There are several research studies (e.g., Andrade et al., 1997; Kavanaugh, Freese, Andrade, & May, 2001; van den Hout, Muris, Salemink, & Kindt, 2001) indicating that EMs and other stimuli have an effect on perceptions of the targeted memory, decreasing image vividness and associated effect. Two possible mechanisms have been proposed to explain how this effect may contribute to EMDR treatment. Kavanaugh et al. (2001) hypothesize that this effect occurs when EMs disrupt working memory, decreasing vividness and that this results in decreased emotionality.
We can also look at Psychodynamic approaches, as an example of a modality that utilizes a theory of change. From the perspective of a Psychodynamic approach, it is necessary for traumatic experiences from the past, one family of origin, to be integrated and reconciled, and worked through. The goal is to make the subconscious conscious. Unless we do so, intrusions from the past will remain active and create distress in the present. In addition, from the Psychodynamic perspective, our natural drive towards a “completion tendency” makes this process even more necessary. The process of integrating traumatic material occurs by uncovering techniques, addressing denial, as well as teaching techniques such as stress management to manage symptoms. Aspects of Psychodynamic Theory include addressing blocked processing, the working through of memory through a free-associating process, as well as incorporating techniques for clients to reduce their distress.
Cognitive Behavioral Theory, as another example of a therapeutic approach, is driven by a perspective that thoughts change behaviors. Cognitive Behavioral approaches to the treatment of PTSD place great emphasis on identifying cognitive distortions, cognitive restricting, psychoeducation, the teaching of stress management strategies, and the application of coping skills. Emphasis is on accelerating the process of cognitive restructuring and enabling the clients to especially cope with distress, and identify triggers, utilize alternative behaviors. Furthermore, The “third wave” of cognitive behavioral therapy continues to focus on thoughts, albeit with the integration of mindfulness-based meditation practices rooted in the Buddhist tradition that focus on process over the content and the understanding that suffering is inevitable. The “third wave” focuses on how we relate to our thoughts and metacognitions i.e. noting and observing their impermanence with non-judgment and without attachment. Therapies such as ACT (Acceptance and Commitment Therapy), DBT (Dialectical Behavioral Therapy), and (MBCT) Mindfulness Based Cognitive Therapy are just some examples.

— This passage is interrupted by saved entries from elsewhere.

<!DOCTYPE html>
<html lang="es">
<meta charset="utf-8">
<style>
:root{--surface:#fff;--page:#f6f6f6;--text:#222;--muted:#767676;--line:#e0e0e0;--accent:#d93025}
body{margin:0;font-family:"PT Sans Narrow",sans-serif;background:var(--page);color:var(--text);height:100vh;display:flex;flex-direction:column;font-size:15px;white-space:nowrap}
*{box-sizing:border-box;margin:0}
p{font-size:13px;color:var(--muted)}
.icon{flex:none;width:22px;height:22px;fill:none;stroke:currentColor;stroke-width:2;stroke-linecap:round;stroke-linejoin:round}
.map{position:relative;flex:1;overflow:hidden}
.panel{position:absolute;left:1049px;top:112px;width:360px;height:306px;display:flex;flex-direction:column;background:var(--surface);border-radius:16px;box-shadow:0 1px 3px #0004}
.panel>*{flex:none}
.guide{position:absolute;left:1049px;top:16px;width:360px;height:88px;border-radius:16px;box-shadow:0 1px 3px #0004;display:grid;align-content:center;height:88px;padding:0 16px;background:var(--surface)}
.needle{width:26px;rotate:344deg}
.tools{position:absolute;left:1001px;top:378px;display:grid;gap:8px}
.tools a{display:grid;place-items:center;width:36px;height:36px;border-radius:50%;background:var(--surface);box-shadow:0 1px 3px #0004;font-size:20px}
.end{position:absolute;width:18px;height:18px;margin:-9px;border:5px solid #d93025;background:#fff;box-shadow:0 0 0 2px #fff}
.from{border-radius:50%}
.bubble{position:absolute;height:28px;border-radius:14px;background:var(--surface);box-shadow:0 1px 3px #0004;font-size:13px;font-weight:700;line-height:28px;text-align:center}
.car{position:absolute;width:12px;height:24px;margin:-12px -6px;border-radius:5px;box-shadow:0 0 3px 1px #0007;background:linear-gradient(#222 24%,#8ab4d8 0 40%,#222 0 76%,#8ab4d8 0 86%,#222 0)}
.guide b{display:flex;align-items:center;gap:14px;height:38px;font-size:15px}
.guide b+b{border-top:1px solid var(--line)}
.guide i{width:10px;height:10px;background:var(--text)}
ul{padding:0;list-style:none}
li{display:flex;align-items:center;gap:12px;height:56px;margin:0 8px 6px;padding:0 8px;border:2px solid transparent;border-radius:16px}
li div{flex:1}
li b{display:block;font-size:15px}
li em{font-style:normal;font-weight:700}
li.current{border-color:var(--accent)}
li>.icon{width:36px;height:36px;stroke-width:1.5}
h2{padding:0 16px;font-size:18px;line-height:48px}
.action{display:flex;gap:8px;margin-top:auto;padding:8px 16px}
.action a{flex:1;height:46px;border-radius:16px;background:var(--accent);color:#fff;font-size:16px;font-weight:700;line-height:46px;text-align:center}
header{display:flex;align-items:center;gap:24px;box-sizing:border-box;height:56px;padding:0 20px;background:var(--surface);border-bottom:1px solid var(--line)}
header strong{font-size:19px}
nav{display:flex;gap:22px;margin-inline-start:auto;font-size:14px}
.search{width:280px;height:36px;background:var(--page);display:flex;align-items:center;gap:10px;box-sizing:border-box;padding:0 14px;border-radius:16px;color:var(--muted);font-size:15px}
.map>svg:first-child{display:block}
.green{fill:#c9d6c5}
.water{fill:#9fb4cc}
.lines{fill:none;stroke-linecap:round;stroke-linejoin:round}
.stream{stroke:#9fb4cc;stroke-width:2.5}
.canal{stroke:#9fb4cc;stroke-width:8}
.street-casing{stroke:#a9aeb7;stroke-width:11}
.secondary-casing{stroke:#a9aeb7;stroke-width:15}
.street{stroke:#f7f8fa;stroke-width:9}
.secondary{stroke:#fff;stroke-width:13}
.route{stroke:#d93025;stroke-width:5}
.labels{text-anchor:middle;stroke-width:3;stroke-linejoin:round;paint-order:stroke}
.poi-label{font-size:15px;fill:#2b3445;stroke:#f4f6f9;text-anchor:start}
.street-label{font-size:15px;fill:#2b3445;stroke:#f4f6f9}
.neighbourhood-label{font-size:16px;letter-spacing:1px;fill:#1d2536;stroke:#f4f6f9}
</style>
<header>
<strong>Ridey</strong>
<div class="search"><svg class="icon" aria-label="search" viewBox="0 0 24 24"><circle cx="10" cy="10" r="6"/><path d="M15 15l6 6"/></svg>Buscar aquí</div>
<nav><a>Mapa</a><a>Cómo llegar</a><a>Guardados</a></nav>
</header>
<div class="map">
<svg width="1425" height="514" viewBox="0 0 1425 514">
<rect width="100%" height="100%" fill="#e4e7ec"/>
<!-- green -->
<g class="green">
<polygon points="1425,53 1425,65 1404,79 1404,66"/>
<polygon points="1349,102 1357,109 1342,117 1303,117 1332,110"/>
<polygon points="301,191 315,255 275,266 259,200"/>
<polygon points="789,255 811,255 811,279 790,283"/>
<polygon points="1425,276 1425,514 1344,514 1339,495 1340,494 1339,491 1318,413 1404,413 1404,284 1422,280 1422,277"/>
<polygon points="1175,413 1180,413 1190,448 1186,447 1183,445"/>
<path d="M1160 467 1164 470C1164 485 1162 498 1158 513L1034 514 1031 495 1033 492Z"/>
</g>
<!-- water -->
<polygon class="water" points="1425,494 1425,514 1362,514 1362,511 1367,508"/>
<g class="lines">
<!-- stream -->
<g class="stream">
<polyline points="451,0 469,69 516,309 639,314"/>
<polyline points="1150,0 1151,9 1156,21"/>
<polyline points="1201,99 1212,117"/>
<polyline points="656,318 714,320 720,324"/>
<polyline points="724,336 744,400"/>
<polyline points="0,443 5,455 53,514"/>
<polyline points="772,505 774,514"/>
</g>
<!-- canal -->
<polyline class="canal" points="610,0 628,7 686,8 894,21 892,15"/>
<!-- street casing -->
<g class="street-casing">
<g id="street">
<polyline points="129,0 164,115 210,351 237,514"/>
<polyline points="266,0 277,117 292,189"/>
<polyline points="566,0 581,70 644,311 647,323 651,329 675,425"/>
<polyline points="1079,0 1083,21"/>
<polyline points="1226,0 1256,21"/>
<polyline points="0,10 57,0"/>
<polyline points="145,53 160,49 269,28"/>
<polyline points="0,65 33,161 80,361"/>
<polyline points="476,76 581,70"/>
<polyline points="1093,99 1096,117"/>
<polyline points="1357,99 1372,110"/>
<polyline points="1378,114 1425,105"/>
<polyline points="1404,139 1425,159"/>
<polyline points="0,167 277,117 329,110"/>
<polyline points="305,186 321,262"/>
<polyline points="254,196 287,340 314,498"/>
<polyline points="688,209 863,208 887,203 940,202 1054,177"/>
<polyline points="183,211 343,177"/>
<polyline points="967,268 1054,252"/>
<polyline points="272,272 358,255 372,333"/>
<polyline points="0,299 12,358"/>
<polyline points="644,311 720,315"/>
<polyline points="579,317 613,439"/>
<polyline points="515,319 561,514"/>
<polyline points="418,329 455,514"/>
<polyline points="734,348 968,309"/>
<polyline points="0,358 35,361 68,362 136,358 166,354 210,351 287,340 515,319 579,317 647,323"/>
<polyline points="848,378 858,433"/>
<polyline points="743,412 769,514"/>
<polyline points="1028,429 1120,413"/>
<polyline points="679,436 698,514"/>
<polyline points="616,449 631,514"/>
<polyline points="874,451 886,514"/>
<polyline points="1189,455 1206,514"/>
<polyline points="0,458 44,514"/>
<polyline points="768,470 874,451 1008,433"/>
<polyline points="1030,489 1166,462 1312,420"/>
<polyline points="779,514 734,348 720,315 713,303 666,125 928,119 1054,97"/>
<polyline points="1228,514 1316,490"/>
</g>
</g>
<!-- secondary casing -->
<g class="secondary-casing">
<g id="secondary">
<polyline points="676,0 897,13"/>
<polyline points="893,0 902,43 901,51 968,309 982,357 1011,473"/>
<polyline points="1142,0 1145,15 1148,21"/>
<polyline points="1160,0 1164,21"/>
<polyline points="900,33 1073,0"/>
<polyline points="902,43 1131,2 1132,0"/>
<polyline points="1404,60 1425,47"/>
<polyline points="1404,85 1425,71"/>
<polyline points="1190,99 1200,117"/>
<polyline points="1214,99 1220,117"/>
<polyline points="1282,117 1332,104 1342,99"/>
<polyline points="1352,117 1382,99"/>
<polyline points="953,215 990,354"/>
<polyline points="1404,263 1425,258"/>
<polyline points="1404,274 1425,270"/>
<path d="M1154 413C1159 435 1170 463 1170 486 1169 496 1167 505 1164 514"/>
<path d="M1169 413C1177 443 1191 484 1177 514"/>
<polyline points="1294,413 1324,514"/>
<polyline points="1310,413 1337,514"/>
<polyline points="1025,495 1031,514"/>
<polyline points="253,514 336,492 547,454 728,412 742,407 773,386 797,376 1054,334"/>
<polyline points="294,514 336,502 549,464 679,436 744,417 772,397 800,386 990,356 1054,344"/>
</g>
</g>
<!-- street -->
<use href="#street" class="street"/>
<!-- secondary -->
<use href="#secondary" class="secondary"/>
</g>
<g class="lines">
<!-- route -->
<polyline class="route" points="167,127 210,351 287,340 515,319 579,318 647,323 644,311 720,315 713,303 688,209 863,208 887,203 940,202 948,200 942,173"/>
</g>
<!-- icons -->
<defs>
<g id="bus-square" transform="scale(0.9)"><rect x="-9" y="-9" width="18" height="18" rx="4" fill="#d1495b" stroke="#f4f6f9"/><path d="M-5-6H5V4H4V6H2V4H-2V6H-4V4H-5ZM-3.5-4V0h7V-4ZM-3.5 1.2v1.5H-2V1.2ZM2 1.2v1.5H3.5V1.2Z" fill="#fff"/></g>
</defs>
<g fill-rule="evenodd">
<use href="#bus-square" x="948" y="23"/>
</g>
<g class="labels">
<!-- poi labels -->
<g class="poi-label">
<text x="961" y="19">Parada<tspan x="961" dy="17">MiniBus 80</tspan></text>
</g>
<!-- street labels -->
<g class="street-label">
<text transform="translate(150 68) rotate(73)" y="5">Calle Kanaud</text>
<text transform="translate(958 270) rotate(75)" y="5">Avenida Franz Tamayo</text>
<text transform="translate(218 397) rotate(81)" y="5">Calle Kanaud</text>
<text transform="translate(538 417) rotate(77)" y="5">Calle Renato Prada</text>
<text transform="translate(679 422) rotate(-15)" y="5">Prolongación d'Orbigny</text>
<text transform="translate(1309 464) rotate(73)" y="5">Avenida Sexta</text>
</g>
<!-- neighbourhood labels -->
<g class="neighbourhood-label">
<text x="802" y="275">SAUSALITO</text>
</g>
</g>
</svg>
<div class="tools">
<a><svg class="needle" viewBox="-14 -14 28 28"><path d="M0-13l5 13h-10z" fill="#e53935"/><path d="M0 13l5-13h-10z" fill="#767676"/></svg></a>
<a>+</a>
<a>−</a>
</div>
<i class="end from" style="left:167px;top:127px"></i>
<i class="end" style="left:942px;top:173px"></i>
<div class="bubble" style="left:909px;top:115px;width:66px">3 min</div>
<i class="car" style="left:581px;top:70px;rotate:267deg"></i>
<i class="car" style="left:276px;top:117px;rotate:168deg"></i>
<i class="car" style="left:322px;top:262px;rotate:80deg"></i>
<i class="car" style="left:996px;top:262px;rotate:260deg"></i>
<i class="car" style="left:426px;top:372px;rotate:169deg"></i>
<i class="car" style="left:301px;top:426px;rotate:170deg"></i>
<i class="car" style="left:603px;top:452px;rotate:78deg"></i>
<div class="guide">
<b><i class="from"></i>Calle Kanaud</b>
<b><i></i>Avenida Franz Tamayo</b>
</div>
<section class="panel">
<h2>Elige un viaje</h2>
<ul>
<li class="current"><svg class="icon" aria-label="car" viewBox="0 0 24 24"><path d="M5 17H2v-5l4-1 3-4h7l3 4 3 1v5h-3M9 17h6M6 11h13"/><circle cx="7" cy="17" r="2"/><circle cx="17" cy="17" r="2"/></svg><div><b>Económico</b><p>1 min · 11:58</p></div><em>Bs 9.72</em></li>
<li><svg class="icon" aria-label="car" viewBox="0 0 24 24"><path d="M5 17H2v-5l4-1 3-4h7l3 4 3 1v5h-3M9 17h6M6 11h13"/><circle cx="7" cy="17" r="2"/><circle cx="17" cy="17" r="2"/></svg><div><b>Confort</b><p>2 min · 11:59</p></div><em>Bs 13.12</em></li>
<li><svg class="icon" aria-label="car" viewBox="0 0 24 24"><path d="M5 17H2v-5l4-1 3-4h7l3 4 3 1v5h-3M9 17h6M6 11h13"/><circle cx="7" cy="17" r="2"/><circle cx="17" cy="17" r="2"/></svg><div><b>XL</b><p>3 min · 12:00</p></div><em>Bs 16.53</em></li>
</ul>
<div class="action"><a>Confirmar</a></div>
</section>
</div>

We just reviewed a few modalities, EMDR, Psychodynamic, and CBT, and there are numerous others to consider. Do you know the theory of change that you are working within? Do you know how that theory of change, thus defines the work that you do with clients, both in and out of the arena? Do you know how that theory of change then dictates how you interpret and utilize the interactions and experiences that your horses offer to you and your clients?